--- DATA SUPPLIED ---
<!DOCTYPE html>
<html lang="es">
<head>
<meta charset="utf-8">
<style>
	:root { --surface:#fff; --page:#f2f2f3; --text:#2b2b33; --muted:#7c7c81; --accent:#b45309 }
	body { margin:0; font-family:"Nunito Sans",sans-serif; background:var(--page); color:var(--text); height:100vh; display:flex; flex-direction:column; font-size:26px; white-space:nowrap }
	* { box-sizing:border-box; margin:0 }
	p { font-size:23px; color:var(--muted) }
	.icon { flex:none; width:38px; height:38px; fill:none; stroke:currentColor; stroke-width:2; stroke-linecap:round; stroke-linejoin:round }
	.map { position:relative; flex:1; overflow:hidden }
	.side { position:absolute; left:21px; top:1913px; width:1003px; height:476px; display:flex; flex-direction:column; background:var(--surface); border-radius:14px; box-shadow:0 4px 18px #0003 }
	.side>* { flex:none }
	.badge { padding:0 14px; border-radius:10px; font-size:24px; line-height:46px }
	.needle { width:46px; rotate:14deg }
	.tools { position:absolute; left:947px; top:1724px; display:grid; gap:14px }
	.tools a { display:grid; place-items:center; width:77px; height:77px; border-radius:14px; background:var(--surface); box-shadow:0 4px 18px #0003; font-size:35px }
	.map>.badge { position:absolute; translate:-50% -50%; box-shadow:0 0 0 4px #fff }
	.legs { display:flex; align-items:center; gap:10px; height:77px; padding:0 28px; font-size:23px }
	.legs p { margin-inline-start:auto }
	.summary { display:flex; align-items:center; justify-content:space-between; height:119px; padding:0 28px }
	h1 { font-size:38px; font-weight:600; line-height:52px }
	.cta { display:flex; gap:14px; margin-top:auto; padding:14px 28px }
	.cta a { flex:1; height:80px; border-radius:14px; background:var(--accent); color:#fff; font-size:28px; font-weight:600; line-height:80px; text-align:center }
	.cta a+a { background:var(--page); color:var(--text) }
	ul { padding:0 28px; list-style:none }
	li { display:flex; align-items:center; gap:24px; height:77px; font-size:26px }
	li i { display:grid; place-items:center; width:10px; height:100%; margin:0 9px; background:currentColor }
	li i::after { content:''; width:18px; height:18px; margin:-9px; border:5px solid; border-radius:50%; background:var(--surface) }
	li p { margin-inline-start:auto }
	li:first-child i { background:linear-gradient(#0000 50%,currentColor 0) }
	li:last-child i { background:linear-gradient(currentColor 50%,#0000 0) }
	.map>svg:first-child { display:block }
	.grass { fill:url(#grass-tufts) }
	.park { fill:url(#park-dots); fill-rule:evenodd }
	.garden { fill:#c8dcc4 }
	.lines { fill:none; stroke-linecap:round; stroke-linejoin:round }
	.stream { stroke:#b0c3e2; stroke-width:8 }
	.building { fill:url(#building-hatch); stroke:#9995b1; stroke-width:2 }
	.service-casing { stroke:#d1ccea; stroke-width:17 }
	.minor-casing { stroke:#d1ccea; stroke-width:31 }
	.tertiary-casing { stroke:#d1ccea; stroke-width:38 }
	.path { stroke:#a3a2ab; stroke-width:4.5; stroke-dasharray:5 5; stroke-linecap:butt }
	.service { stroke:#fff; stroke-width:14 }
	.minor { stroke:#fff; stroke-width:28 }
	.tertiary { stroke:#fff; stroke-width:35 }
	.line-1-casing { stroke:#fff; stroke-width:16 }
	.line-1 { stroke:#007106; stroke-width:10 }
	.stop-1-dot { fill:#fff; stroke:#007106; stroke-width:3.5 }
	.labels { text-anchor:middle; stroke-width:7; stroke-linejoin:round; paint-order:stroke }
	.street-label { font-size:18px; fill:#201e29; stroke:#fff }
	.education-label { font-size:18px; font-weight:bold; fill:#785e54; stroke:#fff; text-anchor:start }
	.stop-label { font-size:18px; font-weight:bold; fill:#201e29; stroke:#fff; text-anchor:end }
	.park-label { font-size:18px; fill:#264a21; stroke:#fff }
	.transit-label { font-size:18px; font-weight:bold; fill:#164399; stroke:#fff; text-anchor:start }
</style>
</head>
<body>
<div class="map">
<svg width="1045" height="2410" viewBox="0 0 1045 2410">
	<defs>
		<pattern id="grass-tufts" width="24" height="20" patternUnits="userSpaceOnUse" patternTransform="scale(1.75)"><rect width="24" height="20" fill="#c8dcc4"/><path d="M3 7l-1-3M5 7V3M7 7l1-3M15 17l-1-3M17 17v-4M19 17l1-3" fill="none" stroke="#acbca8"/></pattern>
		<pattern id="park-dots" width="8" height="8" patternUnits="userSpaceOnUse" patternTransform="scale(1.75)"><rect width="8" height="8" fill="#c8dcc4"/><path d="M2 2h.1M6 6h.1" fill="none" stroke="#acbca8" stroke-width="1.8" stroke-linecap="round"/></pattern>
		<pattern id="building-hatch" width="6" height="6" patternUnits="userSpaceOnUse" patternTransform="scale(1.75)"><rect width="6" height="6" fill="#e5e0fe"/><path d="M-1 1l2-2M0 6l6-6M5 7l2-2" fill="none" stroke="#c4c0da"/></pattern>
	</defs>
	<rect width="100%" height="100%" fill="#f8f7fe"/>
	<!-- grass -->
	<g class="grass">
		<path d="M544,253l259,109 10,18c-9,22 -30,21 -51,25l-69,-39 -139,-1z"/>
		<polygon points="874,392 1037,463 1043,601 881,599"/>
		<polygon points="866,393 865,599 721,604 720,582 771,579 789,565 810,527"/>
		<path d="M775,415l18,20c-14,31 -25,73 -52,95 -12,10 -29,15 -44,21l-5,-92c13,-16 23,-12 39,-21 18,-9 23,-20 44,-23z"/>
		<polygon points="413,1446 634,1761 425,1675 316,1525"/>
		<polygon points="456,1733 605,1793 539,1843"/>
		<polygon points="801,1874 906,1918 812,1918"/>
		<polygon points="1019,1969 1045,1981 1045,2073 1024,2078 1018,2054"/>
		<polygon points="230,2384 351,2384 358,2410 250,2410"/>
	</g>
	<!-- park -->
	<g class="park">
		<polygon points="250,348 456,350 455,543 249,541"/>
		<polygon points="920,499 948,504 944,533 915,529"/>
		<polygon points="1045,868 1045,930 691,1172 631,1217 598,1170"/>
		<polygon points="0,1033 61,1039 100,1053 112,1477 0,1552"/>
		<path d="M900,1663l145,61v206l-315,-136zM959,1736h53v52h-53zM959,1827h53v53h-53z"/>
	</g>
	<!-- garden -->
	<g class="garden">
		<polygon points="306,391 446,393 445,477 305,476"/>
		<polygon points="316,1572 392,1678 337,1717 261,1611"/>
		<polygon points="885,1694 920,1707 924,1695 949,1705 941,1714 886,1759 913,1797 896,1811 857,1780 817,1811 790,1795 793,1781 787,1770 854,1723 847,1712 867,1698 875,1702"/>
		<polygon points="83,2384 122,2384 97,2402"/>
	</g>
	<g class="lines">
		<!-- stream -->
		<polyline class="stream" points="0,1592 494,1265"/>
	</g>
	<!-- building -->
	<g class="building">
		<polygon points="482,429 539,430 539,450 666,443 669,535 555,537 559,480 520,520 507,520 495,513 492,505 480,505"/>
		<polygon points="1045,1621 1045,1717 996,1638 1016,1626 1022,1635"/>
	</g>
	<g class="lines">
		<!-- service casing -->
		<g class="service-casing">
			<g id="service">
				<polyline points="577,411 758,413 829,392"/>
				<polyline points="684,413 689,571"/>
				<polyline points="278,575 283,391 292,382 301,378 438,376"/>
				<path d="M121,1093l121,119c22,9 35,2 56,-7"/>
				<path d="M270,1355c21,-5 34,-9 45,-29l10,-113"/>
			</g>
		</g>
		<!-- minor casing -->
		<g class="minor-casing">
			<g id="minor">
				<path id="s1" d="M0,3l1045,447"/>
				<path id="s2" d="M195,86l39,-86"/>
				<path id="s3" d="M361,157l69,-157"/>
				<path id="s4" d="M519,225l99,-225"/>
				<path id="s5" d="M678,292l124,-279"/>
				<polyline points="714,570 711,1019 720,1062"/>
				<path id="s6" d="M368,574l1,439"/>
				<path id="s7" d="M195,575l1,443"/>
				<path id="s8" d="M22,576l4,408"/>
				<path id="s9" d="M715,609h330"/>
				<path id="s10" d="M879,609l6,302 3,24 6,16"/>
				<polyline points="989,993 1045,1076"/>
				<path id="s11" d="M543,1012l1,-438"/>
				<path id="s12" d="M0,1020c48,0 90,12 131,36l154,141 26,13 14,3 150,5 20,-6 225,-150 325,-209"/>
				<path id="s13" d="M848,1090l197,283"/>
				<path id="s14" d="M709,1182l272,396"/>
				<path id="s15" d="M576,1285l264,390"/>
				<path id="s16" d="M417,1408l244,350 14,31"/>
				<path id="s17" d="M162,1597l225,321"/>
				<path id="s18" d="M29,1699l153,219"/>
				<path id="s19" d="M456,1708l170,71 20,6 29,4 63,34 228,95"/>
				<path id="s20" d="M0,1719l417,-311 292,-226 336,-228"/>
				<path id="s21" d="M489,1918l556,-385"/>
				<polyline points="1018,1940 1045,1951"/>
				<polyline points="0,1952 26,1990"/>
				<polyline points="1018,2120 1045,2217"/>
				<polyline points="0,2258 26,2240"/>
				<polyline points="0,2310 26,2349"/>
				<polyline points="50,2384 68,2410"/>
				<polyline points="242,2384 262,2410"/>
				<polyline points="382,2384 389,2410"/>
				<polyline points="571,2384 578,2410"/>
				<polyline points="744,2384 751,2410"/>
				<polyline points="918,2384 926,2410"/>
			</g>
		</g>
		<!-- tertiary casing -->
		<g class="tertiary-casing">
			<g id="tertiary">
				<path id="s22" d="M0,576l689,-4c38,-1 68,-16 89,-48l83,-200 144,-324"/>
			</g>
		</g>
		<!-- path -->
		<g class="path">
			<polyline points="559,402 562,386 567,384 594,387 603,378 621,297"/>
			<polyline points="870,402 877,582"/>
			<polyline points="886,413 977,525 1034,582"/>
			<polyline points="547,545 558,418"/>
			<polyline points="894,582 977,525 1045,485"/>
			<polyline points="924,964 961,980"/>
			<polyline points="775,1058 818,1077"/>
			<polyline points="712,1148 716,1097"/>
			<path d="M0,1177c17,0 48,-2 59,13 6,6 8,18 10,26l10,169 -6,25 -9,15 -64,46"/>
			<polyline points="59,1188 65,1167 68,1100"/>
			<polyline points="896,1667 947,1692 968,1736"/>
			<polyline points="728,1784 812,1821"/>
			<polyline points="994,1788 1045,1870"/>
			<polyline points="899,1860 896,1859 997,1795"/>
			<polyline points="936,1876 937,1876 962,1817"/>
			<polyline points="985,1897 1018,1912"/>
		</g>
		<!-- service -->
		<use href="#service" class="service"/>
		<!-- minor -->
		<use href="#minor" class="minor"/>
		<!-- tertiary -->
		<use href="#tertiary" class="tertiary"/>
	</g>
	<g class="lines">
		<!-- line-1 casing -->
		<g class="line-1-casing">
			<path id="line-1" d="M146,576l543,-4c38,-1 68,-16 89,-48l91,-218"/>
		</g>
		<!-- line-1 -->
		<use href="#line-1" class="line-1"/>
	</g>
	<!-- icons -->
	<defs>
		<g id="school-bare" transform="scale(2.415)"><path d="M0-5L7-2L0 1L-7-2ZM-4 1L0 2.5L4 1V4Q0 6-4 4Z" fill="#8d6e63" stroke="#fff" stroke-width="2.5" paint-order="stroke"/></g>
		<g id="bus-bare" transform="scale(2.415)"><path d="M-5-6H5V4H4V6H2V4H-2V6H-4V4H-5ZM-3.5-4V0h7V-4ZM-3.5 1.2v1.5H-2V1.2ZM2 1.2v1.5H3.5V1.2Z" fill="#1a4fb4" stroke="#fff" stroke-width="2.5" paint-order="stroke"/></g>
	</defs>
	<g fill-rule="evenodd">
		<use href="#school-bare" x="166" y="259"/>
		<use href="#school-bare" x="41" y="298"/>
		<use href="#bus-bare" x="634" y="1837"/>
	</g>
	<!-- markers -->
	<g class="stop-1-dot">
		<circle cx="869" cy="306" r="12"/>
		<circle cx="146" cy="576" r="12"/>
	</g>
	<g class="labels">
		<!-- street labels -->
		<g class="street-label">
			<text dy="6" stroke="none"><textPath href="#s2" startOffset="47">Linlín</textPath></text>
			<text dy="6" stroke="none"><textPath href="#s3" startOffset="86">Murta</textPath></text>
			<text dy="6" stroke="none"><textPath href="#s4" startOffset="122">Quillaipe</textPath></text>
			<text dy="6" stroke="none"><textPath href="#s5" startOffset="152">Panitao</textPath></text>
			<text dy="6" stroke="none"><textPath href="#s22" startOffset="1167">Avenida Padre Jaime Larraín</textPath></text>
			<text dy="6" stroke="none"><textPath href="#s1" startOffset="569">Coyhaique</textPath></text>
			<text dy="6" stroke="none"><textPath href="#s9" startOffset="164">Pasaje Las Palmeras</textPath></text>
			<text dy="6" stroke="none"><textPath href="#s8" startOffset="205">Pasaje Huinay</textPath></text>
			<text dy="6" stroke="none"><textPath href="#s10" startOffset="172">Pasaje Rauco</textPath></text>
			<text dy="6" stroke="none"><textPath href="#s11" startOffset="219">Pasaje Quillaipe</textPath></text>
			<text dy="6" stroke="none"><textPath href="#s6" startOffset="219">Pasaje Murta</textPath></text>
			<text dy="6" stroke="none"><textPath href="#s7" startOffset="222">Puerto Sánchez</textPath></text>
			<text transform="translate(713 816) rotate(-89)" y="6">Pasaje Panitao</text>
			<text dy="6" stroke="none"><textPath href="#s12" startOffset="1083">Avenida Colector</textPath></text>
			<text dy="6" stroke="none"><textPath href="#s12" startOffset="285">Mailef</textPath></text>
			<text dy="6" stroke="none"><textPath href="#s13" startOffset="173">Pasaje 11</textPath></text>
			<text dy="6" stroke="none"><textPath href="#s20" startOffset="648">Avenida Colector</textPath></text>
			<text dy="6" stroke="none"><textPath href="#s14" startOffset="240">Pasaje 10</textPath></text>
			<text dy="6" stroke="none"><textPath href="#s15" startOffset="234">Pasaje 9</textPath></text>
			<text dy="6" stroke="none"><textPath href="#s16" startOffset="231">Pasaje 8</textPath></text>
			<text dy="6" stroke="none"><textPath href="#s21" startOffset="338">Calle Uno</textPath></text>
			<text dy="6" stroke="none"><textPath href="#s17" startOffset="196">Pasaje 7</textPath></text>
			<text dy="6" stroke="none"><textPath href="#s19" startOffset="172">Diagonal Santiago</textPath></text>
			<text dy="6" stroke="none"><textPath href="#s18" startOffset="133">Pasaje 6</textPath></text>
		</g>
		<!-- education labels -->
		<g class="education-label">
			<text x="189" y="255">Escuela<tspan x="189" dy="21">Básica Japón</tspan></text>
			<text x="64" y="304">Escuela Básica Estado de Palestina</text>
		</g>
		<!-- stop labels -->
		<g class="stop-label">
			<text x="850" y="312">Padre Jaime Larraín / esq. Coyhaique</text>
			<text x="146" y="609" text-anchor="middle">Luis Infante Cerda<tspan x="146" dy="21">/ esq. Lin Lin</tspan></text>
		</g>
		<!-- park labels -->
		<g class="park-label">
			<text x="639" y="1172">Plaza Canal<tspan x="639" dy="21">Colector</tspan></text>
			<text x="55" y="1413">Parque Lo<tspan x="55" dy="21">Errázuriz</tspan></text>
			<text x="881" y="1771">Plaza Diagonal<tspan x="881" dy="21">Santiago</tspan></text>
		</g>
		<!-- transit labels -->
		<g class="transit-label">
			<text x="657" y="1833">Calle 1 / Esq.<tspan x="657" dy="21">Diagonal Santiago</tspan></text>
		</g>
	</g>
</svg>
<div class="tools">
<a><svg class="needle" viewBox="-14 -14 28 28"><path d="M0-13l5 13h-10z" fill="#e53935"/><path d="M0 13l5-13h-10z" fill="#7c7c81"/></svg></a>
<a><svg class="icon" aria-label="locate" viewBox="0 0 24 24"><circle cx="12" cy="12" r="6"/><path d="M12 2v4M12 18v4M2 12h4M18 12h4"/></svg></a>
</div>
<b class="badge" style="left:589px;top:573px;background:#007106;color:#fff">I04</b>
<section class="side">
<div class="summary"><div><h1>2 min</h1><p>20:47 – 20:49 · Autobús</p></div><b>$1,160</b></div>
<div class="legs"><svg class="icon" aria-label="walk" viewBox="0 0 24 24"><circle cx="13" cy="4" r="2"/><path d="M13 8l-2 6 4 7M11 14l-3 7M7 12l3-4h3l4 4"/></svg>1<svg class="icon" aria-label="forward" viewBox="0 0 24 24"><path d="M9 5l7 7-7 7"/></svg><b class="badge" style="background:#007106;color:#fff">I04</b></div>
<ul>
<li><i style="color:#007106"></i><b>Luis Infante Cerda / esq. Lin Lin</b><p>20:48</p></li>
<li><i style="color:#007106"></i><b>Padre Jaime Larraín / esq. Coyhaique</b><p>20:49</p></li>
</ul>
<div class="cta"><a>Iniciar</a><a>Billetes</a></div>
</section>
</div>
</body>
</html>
---
If a line in the records contains the string "tools", copy it out.

	.tools { position:absolute; left:947px; top:1724px; display:grid; gap:14px }
	.tools a { display:grid; place-items:center; width:77px; height:77px; border-radius:14px; background:var(--surface); box-shadow:0 4px 18px #0003; font-size:35px }
<div class="tools">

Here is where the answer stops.